──────── RECORDED DATA

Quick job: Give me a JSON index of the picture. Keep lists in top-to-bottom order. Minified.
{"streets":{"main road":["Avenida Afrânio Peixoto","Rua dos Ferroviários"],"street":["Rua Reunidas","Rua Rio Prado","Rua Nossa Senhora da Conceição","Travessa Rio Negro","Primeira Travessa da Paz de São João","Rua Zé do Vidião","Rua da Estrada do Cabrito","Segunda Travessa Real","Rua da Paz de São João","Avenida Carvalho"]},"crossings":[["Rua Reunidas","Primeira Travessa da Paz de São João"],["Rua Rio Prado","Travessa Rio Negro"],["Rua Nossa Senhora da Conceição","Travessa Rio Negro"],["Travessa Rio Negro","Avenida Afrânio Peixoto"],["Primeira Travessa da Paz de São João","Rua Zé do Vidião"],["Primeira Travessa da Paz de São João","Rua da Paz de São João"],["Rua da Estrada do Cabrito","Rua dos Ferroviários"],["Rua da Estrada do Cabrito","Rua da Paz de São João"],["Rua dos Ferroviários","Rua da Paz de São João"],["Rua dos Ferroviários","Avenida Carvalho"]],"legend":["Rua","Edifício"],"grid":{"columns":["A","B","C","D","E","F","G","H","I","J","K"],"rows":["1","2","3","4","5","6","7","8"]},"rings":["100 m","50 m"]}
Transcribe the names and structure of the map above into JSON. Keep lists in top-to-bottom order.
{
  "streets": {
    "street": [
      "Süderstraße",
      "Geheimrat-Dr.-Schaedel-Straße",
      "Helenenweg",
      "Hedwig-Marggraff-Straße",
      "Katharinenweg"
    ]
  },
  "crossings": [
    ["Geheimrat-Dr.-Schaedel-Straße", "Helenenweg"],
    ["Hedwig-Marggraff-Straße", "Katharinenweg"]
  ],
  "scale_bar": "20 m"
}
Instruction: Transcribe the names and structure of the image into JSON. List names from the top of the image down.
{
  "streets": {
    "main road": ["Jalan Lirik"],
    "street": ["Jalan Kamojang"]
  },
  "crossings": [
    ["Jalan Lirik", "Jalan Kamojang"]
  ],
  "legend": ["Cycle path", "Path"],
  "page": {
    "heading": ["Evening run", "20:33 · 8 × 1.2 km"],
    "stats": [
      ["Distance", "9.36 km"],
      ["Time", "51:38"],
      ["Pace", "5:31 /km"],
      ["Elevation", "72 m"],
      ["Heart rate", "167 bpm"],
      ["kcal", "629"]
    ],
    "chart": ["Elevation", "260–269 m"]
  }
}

────────────────

ACTION ITEM: The expected answer holds each line from the listing above where the string "main" is present.

RESULT BELOW:
{"streets":{"main road":["Avenida Afrânio Peixoto","Rua dos Ferroviários"],"street":["Rua Reunidas","Rua Rio Prado","Rua Nossa Senhora da Conceição","Travessa Rio Negro","Primeira Travessa da Paz de São João","Rua Zé do Vidião","Rua da Estrada do Cabrito","Segunda Travessa Real","Rua da Paz de São João","Avenida Carvalho"]},"crossings":[["Rua Reunidas","Primeira Travessa da Paz de São João"],["Rua Rio Prado","Travessa Rio Negro"],["Rua Nossa Senhora da Conceição","Travessa Rio Negro"],["Travessa Rio Negro","Avenida Afrânio Peixoto"],["Primeira Travessa da Paz de São João","Rua Zé do Vidião"],["Primeira Travessa da Paz de São João","Rua da Paz de São João"],["Rua da Estrada do Cabrito","Rua dos Ferroviários"],["Rua da Estrada do Cabrito","Rua da Paz de São João"],["Rua dos Ferroviários","Rua da Paz de São João"],["Rua dos Ferroviários","Avenida Carvalho"]],"legend":["Rua","Edifício"],"grid":{"columns":["A","B","C","D","E","F","G","H","I","J","K"],"rows":["1","2","3","4","5","6","7","8"]},"rings":["100 m","50 m"]}
    "main road": ["Jalan Lirik"],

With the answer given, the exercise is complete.